Neste plano, a questão não é tanto a de falta de um enquadramento legislativo das soluções, mas sobretudo a de saber até onde irão os níveis da sua execução pela Administração pública. Deve considerar-se correta, em face da função social da propriedade, a exigência de níveis mínimos de produtividade, e de respeito por técnicas culturais adotadas, aliás esforço acompanhado e incentivado. Com efeito, nos termos do artigo 1.º da Lei n.º 1/1986, de 2.5, as «dehesas» incluídas no respetivo registo administrativo merecem da Administração agrária regional a comprovação da produção efetiva em termos de ganadaria extensiva e a determinação da produção potencial, designadamente de cortiça (a obter em função de um índice de potencialidade produtiva, de difícil concretização sobretudo quanto à avaliação da incidência climática, devendo a carga ganadeira e a produção da cortiça atingir 80% da carga animal ou da produção potencial, sem o que o proprietário, ou supletivamente a própria Administração, devem elaborar, aprovar e por em execução um plano de aproveitamento e melhoramento, que especificará medidas e avaliará investimentos a fazer para as atingir. Tudo sob penalizações administrativas e tributárias correspondentes a situações de aproveitamento deficiente.

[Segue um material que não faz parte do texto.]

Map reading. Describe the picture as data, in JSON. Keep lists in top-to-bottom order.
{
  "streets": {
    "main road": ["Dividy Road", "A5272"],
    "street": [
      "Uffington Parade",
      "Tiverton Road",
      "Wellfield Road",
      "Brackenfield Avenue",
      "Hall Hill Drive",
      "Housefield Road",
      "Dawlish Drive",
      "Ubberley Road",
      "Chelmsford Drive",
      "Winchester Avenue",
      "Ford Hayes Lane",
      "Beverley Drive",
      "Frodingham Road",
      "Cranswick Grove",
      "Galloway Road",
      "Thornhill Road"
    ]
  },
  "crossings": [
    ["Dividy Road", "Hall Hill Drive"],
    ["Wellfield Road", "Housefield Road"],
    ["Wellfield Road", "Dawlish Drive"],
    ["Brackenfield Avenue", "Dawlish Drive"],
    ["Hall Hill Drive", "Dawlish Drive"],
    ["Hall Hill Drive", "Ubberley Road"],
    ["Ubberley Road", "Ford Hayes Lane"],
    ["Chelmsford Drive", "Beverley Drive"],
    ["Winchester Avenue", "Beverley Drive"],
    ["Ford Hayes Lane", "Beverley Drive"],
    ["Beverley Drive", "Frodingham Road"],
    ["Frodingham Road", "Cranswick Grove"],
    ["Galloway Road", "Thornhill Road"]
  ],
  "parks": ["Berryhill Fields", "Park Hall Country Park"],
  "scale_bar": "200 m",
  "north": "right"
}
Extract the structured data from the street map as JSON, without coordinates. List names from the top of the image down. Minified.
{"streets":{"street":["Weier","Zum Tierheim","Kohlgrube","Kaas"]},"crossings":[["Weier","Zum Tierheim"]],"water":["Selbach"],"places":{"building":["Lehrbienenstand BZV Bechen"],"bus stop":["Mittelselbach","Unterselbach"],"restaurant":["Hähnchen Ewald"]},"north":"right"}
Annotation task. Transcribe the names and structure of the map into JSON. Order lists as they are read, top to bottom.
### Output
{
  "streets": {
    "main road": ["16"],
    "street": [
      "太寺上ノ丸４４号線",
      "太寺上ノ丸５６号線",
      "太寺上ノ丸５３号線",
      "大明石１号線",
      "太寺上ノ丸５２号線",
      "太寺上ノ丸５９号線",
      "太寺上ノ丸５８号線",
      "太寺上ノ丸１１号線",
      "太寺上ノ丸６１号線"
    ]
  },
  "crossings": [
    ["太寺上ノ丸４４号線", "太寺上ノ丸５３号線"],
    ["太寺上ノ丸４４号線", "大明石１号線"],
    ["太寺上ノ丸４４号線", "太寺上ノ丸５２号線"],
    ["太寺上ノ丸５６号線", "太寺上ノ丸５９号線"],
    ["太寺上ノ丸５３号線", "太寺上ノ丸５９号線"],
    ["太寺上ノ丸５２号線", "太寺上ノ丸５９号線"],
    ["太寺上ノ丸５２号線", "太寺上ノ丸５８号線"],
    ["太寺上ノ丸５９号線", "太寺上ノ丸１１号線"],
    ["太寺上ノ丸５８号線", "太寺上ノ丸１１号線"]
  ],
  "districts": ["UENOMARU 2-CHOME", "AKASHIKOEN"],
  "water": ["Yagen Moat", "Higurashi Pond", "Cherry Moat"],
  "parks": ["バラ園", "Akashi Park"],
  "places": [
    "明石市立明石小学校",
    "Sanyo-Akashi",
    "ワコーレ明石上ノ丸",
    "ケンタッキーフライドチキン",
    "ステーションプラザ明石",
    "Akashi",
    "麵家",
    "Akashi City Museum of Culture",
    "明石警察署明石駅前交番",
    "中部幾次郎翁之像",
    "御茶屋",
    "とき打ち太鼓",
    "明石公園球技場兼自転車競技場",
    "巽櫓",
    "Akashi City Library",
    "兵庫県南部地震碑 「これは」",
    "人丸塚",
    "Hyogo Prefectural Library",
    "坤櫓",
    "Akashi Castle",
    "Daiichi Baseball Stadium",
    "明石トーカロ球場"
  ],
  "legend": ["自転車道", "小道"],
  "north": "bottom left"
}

Os auxílios técnicos e económicos, constantes desde logo de empréstimos e subsídios, visam ajudar à unificação das diferentes titularidades dominiais, para potenciar o melhor aproveitamento das «dehesas».

Mas todas estas virtualidades têm aparecido na Extremadura como de aplicação e aproveitamento problemático (Filipe Leco Berrocal, o.c., sobretudo págs. 238 e seguintes).

Só o futuro poderá esclarecer até que ponto é possível «inverter certas evoluções negativas» nas situações dos montados mediterrânicos em geral. Em Portugal há legislação que pretende a sua defesa, através de medidas de interdição de atuações humanas dirigidas a várias espécies tratadas de modo isolado, desconhecendo-se a juridicamente a realidade ecossistémica em causa. Vejamos.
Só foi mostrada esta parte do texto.